#### WORK REQUIRED
The expected result is the material below, reproduced exactly from its first line through the line containing "--surface:#2c2c06; --page:#343410; --text:#f1f3f6;".

#### EXERCISE INPUTS

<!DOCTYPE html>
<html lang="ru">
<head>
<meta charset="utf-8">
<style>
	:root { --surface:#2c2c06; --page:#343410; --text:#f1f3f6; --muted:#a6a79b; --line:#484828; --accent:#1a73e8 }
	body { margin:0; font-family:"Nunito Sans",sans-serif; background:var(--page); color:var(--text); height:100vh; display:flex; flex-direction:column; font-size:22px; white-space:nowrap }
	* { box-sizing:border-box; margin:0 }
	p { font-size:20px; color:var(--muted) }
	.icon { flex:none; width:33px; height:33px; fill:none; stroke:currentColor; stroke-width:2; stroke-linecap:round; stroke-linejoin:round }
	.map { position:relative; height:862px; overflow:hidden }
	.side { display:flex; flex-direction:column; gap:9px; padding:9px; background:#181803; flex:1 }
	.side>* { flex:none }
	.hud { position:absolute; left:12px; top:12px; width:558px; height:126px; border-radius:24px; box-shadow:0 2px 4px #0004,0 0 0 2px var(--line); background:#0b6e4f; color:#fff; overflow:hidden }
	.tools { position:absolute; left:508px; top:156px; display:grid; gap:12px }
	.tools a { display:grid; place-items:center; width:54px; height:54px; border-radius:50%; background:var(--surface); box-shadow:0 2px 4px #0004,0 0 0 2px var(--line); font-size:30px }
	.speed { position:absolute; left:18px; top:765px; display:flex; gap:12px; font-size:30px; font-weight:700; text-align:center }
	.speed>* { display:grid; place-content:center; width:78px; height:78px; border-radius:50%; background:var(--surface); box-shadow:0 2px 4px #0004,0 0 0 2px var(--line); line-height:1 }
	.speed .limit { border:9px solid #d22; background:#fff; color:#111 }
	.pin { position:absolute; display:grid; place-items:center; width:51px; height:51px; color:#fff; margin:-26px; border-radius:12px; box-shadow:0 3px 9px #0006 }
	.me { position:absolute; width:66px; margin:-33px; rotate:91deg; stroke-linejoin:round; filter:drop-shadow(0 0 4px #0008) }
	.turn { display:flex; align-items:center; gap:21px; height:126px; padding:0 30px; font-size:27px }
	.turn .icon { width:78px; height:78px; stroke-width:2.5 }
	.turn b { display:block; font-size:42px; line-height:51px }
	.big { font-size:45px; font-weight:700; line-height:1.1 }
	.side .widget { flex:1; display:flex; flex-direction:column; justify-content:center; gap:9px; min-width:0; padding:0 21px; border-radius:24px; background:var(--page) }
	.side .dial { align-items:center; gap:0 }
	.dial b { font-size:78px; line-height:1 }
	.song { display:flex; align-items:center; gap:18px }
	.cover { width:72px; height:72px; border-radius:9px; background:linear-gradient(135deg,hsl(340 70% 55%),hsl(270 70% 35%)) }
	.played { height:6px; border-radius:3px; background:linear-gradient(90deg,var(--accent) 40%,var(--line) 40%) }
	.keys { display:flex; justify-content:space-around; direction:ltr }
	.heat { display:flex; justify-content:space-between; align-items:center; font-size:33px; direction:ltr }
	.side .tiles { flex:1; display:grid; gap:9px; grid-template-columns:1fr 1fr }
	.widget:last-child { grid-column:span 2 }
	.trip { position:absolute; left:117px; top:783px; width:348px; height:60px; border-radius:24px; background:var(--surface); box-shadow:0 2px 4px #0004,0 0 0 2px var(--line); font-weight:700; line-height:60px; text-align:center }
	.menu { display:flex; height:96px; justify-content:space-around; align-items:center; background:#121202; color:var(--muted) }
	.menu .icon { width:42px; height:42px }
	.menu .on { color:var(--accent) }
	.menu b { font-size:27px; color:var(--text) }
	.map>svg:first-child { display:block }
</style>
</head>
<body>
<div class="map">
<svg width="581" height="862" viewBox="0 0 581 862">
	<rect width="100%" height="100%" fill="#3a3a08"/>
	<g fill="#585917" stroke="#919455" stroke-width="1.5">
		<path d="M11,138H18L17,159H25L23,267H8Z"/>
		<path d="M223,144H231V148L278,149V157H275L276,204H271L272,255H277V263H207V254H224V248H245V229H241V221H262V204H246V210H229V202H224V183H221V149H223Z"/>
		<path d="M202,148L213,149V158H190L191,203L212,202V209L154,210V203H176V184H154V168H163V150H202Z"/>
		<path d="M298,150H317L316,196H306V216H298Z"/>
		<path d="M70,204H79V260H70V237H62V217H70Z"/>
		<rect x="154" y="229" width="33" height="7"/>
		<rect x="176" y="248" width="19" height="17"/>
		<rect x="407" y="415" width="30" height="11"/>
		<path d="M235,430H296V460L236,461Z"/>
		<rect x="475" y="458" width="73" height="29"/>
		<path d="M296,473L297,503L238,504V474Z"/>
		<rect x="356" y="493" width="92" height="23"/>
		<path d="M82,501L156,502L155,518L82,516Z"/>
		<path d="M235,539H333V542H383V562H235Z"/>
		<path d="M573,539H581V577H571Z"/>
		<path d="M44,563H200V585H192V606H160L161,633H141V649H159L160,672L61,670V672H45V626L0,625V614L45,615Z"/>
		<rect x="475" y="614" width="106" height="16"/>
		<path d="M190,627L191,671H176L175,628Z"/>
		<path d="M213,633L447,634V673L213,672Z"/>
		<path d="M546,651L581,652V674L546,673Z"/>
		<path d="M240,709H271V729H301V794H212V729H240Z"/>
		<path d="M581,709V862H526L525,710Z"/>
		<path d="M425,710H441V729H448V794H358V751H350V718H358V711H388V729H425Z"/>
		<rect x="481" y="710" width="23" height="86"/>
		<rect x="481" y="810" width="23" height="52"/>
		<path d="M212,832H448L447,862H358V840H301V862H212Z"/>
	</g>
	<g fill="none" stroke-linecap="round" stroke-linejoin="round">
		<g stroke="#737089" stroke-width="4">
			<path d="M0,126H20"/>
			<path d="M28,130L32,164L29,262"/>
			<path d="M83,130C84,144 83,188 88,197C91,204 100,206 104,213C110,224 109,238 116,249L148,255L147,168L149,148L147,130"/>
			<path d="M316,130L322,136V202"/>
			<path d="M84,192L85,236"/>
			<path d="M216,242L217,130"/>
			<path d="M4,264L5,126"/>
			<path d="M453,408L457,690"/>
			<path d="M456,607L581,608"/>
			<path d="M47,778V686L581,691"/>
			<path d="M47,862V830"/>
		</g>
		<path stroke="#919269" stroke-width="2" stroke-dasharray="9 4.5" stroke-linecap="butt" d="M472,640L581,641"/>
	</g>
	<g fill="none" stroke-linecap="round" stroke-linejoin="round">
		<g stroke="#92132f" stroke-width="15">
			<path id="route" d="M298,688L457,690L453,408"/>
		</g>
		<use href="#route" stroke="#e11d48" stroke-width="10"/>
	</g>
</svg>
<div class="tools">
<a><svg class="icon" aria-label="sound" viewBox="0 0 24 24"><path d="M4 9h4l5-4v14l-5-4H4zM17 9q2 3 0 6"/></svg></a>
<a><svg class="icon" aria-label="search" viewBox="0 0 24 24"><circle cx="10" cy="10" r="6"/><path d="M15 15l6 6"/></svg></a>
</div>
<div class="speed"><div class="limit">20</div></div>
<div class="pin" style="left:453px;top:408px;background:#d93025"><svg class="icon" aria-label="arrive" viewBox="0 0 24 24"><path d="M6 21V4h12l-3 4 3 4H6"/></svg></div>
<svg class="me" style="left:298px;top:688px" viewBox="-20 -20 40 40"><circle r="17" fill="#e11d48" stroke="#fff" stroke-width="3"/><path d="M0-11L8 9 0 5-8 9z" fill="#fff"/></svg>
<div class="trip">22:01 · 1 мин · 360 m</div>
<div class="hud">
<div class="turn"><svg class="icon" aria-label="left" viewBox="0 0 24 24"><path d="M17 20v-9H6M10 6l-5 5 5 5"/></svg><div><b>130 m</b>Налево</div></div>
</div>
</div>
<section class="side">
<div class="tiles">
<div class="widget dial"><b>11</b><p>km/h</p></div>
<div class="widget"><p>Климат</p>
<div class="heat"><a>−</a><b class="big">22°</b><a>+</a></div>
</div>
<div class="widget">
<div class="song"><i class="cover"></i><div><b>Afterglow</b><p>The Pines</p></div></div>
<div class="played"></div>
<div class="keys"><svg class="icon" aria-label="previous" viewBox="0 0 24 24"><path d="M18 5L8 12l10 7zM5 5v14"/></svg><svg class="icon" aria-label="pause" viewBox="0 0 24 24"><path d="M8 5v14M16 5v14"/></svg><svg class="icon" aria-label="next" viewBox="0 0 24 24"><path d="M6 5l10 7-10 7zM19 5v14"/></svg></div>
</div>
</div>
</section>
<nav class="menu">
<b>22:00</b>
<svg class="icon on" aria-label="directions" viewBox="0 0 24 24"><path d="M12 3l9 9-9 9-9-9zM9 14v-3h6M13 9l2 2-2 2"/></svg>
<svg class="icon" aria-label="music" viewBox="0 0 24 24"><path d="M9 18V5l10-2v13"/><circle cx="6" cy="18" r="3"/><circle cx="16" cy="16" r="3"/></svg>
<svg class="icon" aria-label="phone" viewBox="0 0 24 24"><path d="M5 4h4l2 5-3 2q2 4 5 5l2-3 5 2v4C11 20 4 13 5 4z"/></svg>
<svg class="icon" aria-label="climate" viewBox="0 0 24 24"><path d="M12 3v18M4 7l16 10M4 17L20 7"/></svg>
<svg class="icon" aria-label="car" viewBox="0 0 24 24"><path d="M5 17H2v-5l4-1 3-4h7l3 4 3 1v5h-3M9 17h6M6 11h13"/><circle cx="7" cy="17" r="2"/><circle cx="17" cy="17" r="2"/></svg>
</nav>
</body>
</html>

#### WRITTEN RESPONSE
<!DOCTYPE html>
<html lang="ru">
<head>
<meta charset="utf-8">
<style>
	:root { --surface:#2c2c06; --page:#343410; --text:#f1f3f6; --muted:#a6a79b; --line:#484828; --accent:#1a73e8 }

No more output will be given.